Exercise: Return exactly the lines of the records below, starting at the line that contains "position:absolute; left:135px; top:954px;" and ending at the line that contains "font-size:13px; font-weight:400; color:var(--muted)", with both of those lines kept.

[Opening Records shown section]

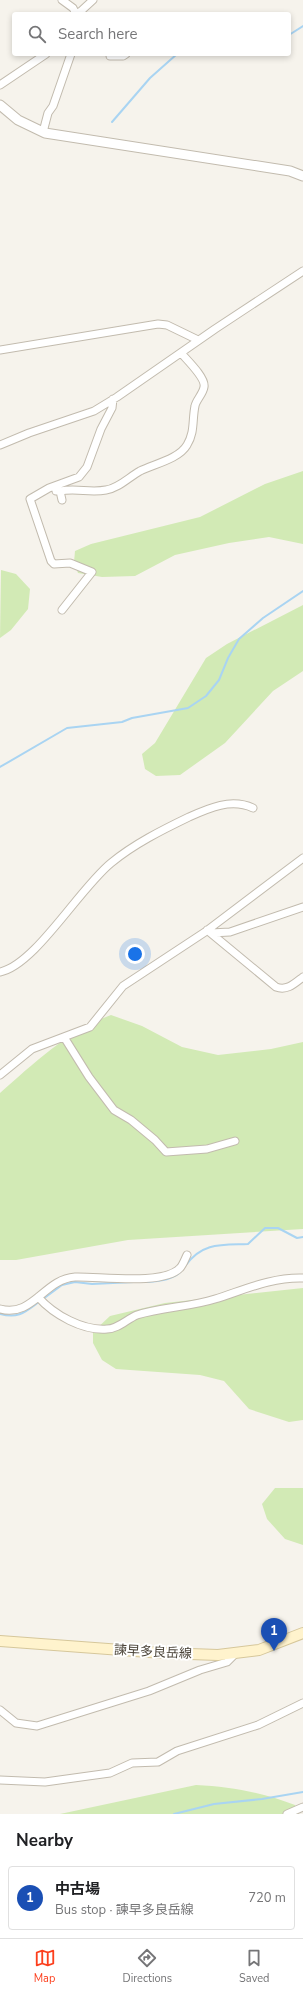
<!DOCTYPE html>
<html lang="en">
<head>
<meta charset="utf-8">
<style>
	:root { --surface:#fff; --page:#f2f2f2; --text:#202124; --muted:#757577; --line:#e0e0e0; --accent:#fc3f1d }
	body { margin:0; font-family:"Nunito Sans","Noto Sans JP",sans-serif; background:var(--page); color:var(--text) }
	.you { position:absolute; left:135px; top:954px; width:14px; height:14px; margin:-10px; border:3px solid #fff; border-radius:50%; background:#1a73e8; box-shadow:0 0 0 6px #1a73e833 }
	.badge { display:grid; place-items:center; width:26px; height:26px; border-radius:50%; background:var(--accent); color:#fff; font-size:13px; font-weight:700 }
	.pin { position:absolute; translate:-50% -33px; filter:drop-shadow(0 1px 2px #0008) }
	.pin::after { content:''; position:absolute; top:21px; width:14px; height:12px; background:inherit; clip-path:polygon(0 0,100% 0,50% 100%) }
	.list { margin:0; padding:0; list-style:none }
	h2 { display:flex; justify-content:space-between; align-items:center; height:52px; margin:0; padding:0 16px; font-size:17px }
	h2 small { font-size:13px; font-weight:400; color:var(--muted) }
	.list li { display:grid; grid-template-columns:26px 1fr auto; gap:12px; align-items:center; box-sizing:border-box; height:64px; margin:0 8px 8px; padding:0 8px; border:1px solid var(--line); border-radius:4px }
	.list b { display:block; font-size:15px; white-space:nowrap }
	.list p { margin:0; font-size:13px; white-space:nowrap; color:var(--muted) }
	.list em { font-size:13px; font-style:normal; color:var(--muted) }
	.icon { flex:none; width:22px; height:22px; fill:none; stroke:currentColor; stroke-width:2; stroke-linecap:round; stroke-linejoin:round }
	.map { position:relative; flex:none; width:303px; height:1814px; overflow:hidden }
	.search { position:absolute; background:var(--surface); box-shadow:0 2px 6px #0003; left:12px; right:12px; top:12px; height:44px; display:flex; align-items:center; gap:10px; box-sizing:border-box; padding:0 14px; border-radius:4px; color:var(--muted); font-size:15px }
	.sheet { height:124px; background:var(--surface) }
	nav { display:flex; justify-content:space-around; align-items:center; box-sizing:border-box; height:56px; border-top:1px solid var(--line); background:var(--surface); font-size:11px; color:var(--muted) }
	nav a { display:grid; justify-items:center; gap:2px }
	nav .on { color:var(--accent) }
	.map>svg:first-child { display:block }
	.green { fill:#d2eab5 }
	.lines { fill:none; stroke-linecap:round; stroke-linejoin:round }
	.stream { stroke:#a9d4f2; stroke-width:2 }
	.minor-casing { stroke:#c2bbae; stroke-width:9 }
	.tertiary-casing { stroke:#c2bbae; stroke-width:11 }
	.secondary-casing { stroke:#d6c79b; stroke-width:12 }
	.minor { stroke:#fff; stroke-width:7 }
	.tertiary { stroke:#fff; stroke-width:9 }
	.secondary { stroke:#fff3cd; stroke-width:10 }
	.labels { text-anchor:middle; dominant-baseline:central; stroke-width:4; stroke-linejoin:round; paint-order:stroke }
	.street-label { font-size:13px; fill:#4b4439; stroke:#fff }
</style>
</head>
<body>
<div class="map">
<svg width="303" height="1814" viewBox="0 0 303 1814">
	<rect width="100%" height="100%" fill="#f6f3ec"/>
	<!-- green -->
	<path class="green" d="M303 471V544L269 537 229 543 175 555 135 576 102 577 78 573 74 562 75 551 91 544 200 517 265 484Z
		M1 570 16 574 30 589 28 609 11 630 0 638Z
		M303 605V671L273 691 225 743 180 775 156 776 145 769 142 754 155 743 206 658 227 644Z
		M111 1015 142 1026 182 1047 218 1055 271 1049 303 1042V1229L128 1240 16 1260H0V1093C34 1063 68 1031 111 1015Z
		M303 1288V1420L289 1422 249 1409 224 1381 200 1375 116 1369 102 1360 93 1343V1332L110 1316 165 1303Z
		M275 1488H303V1545L285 1539 267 1519 262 1504Z
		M196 1785C232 1787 261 1792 295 1805L299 1814H60Z"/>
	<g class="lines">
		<!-- stream -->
		<path class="stream" d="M289 35 303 26
			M112 122 150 78 177 54
			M0 767 67 728 122 722 132 718 188 708 206 696 219 680 228 658 239 639 263 618 303 591
			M186 1265C203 1242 222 1245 248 1244L265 1228H278L297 1238 303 1237
			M146 1282C158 1281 175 1280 182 1270
			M43 1299 62 1285 75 1282 92 1284 134 1282
			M0 1314C19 1319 25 1312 40 1301
			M174 1814 214 1804 262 1799 303 1792"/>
		<defs>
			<path id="minor" d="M62 0 73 8 76 14
				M76 14 81 11 93 0
				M110 54V56H123L126 54
				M0 85 46 54
				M43 132 48 113 53 106 71 54
				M0 350 158 324 167 325 198 340
				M0 445 29 433 94 411 117 397 215 329 303 271
				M56 491H60L62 500
				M60 491C77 488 90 493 106 490 119 488 129 477 140 471 154 464 179 459 187 445 195 432 192 420 195 406 196 400 203 394 204 387 206 378 187 360 181 353
				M62 610 92 572 70 563 54 564 51 561 30 499 49 488 79 477 87 467 101 429 112 408 113 399
				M207 930 276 987C287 991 294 984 303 977
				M211 933 230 932 303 907
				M0 972C35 965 79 889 111 863 134 844 162 830 189 817 209 808 231 798 253 808
				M64 1037 89 1077 114 1110 131 1120 155 1140 166 1152 207 1149 235 1141
				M0 1075 32 1049 90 1027 123 986 205 932 303 858
				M38 1297C54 1315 83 1331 107 1329 118 1329 127 1319 137 1315 163 1307 190 1307 215 1299 244 1290 271 1277 303 1278
				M0 1309C33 1318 44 1279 75 1277 98 1276 163 1286 180 1268 183 1265 185 1259 187 1255
				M0 1710 16 1723 37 1726 149 1691 200 1670 227 1662 236 1653
				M0 1780 45 1782 110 1773 132 1763 158 1762 177 1751 258 1725 303 1703
				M287 1814 303 1807"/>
			<path id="tertiary" d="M0 105 18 120 45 133 290 171 303 176"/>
			<path id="secondary" d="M0 1641 162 1653 218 1655 259 1650 303 1633"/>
		</defs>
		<!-- minor casing -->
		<use href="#minor" class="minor-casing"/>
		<!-- tertiary casing -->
		<use href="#tertiary" class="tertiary-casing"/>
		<!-- secondary casing -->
		<use href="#secondary" class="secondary-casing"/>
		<!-- minor -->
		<use href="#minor" class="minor"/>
		<!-- tertiary -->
		<use href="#tertiary" class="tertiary"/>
		<!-- secondary -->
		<use href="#secondary" class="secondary"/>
	</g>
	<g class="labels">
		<!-- street labels -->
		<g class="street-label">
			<text transform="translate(153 1652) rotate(3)">諫早多良岳線</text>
		</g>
	</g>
</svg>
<div class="you"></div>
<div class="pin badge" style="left:274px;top:1651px;background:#1a4fb4">1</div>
<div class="search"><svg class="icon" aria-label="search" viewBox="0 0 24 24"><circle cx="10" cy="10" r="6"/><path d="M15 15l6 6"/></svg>Search here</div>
</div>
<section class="sheet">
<h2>Nearby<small></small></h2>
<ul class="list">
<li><span class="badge" style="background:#1a4fb4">1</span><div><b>中古場</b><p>Bus stop · 諫早多良岳線</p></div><em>720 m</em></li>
</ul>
</section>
<nav>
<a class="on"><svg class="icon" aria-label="map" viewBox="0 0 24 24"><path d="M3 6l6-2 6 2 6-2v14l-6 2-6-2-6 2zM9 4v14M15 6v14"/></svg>Map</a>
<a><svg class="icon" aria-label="directions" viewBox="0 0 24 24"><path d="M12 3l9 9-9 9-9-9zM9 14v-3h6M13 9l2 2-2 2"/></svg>Directions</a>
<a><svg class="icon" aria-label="saved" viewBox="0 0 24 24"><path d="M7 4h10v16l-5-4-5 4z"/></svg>Saved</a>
</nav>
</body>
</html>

[Closing Records shown section]

Result of the task:
	.you { position:absolute; left:135px; top:954px; width:14px; height:14px; margin:-10px; border:3px solid #fff; border-radius:50%; background:#1a73e8; box-shadow:0 0 0 6px #1a73e833 }
	.badge { display:grid; place-items:center; width:26px; height:26px; border-radius:50%; background:var(--accent); color:#fff; font-size:13px; font-weight:700 }
	.pin { position:absolute; translate:-50% -33px; filter:drop-shadow(0 1px 2px #0008) }
	.pin::after { content:''; position:absolute; top:21px; width:14px; height:12px; background:inherit; clip-path:polygon(0 0,100% 0,50% 100%) }
	.list { margin:0; padding:0; list-style:none }
	h2 { display:flex; justify-content:space-between; align-items:center; height:52px; margin:0; padding:0 16px; font-size:17px }
	h2 small { font-size:13px; font-weight:400; color:var(--muted) }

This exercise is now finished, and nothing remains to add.